L’adoption d’une loi électorale, précondition à l’approbation du budget

Bassil : « Nous sommes prêts à sacrifier le mandat. »

Une semaine politiquement et socialement mouvementée s'ouvre aujourd'hui, avec la bombe lancée durant le week-end par le ministre des Affaires étrangères, Gebran Bassil, au cours d'un meeting à Batroun. « Pas de budget avant la loi électorale », a-t-il lancé, allant jusqu'à jurer que la loi électorale est, pour le Courant patriotique libre, « encore plus importante que la présidence même ».

Le renversement des priorités ainsi décidé va certainement remettre en question toute l'actualité politique. Normalement, la semaine devait s'ouvrir sur une nouvelle réunion gouvernementale consacrée à l'examen du projet de budget 2017. Mais alors que certains espéraient voir cet examen s'achever rapidement, il semble que ce processus va se ralentir et se compliquer.

C'est ainsi que, pour commencer, outre la réserve exprimée par M. Bassil, une seconde précondition, qui n'est pas nouvelle, a été posée à l'approbation du budget par le vice-président du Conseil des ministres, Ghassan Hasbani (Forces libanaises). Ce dernier a réaffirmé ce week-end que « l'exercice budgétaire 2017 ne sera pas approuvé lundi (aujourd'hui) (...) sans l'adoption, en concomitance, d'un programme de privatisation de la production d'électricité ». Et M. Hasbani d'ajouter que les Forces libanaises ont encore beaucoup de remarques à faire sur des détails du projet de budget.

 

(Lire aussi : Raï : La mauvaise gestion du pouvoir, une lèpre sociale)

 

Avec les nouvelles priorités fixées par M. Bassil et les Forces libanaises, il est probable que les syndicats vont hausser le ton, sachant qu'à l'appel du comité de coordination intersyndical, un grand rassemblement est prévu aujourd'hui même, place Riad el-Solh, en prévision de la réunion consacrée à l'examen du projet de budget et en appui à l'échelle des salaires dans le secteur public.
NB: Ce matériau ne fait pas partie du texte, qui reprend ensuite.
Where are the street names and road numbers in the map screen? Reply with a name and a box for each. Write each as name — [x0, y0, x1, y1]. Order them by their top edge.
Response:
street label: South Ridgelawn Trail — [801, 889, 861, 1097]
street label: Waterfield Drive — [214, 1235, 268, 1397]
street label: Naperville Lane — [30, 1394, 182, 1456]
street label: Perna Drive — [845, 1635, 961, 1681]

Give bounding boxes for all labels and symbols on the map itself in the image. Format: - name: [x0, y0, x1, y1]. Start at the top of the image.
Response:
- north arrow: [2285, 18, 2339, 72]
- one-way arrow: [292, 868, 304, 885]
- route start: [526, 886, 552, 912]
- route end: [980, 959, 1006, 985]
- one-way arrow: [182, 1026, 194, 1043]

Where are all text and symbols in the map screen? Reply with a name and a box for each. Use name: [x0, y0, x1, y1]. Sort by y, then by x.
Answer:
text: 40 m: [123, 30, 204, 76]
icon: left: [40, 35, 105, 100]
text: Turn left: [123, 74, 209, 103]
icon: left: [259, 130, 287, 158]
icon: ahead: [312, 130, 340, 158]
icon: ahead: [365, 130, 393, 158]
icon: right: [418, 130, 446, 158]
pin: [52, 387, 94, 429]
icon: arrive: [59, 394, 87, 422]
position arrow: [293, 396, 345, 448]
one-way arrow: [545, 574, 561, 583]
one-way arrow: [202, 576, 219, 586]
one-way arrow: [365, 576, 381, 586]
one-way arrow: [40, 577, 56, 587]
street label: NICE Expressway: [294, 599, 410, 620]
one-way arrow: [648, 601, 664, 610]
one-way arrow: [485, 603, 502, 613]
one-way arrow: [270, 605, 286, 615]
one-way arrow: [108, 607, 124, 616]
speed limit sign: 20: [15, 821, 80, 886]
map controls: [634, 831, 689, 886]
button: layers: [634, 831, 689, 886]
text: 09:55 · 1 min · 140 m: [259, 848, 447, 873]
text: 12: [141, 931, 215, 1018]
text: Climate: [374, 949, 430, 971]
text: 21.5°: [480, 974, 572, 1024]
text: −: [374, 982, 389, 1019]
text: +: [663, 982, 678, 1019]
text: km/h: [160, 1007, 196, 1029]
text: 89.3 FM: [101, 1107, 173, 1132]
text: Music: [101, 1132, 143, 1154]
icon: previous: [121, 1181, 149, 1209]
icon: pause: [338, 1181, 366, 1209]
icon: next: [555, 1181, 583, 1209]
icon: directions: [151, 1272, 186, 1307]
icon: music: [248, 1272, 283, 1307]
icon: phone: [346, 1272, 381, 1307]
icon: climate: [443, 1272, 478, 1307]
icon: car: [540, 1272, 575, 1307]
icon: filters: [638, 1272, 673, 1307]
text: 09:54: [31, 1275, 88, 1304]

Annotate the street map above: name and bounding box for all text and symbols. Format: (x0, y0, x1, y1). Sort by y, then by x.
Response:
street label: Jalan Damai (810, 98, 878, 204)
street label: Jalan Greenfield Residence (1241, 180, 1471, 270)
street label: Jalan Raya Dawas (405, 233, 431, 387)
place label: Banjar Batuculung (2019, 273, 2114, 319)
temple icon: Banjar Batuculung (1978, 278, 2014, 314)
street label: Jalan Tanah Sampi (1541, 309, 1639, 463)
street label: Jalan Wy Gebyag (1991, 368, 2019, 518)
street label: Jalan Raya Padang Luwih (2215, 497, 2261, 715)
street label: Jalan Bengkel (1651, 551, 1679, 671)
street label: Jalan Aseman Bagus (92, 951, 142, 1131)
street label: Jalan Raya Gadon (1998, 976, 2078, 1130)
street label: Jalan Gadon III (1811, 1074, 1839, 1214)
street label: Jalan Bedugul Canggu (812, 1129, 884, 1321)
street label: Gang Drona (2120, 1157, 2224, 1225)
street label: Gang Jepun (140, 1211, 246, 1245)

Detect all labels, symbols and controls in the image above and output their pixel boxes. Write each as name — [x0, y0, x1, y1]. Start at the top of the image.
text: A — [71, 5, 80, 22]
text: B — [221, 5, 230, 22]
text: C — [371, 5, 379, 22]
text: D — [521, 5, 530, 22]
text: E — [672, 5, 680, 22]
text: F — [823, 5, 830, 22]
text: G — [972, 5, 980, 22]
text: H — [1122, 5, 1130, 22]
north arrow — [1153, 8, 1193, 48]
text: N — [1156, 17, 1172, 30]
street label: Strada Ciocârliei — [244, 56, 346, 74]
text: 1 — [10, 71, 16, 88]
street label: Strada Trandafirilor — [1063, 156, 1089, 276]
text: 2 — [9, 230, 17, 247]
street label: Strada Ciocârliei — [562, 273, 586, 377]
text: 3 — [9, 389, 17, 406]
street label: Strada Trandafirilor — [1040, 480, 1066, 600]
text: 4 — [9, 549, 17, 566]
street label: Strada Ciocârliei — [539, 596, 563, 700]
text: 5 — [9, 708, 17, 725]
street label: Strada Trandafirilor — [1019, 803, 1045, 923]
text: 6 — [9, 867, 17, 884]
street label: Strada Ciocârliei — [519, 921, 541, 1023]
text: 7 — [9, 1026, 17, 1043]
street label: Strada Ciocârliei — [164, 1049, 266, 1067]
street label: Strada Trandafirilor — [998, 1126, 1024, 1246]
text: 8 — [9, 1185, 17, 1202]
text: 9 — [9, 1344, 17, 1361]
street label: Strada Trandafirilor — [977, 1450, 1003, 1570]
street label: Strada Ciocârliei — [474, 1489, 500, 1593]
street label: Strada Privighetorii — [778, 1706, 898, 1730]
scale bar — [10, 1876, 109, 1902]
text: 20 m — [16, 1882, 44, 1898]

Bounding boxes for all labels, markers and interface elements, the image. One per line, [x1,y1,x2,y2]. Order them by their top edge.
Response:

En effet, parallèlement à l'examen du projet de budget par le gouvernement, l'échelle des salaires va être réexaminée aujourd'hui par les commissions parlementaires conjointes. Celles-ci doivent en évaluer à nouveau le coût exact et dire s'il faut qu'elle soit inscrite ou pas dans l'exercice budgétaire 2017, et à quelles conditions.
Notons qu'à supposer que l'examen du projet de budget s'achève cette semaine, il faudra ensuite faire approuver cet exercice lors d'un Conseil des ministres présidé par le chef de l'État.

Signalons enfin qu'indépendamment du budget 2017, le Conseil des ministres se réunira en séance ordinaire, mercredi, à Baabda, pour approuver le train de nominations sécuritaires prévoyant notamment la nomination du successeur du général Jean Kahwagi, en l'occurrence le général Joseph Aoun (sans rapport de parenté avec le chef de l'État). Par ailleurs, ce sera probablement le général Imad Osman, aujourd'hui chef du bureau des renseignements des FSI, qui succédera au général Ibrahim Basbous, tandis que le général Antoine Saliba succédera au général Georges Karaa à la tête de la Sécurité de l'État.

 

(Lire aussi : Les nominations militaires et sécuritaires (presque) décidées)

 

Loi électorale
Si M. Bassil met tellement de pressions pour inciter la classe politique à s'entendre sur une nouvelle loi électorale, c'est que les délais pour son adoption commencent à devenir très courts. Il ne reste plus qu'une quinzaine de jours en effet avant le 21 mars, date limite véritable pour la convocation du collège électoral (90 jours avant la date d'expiration du mandat de la Chambre, le 21 juin prochain).

« Entre la loi électorale de 1960 et le vide, je choisirais le vide », avait dit le chef de l'État. Pour sa part, Nabih Berry a récemment affirmé : « Entre le vide et la loi électorale de 1960, je choisirais la loi électorale. » De ces deux positions diamétralement opposées, force est de constater qu'une seule est légale, la seconde, et que tant qu'elle n'est remplacée par aucune nouvelle loi, la loi de 1960 est toujours en vigueur. Où peut conduire de bras de fer constitutionnel, cette politique du bord du gouffre ? Le chef de l'État parviendra-t-il à convaincre l'opinion que la sortie de l'ordre constitutionnel qu'il prévoit, en refusant de contresigner le décret de convocation du corps électoral si une nouvelle loi n'est pas adoptée, s'opère par fidélité à l'esprit de la Constitution ? Et qu'elle n'est pas une nouvelle aventure ?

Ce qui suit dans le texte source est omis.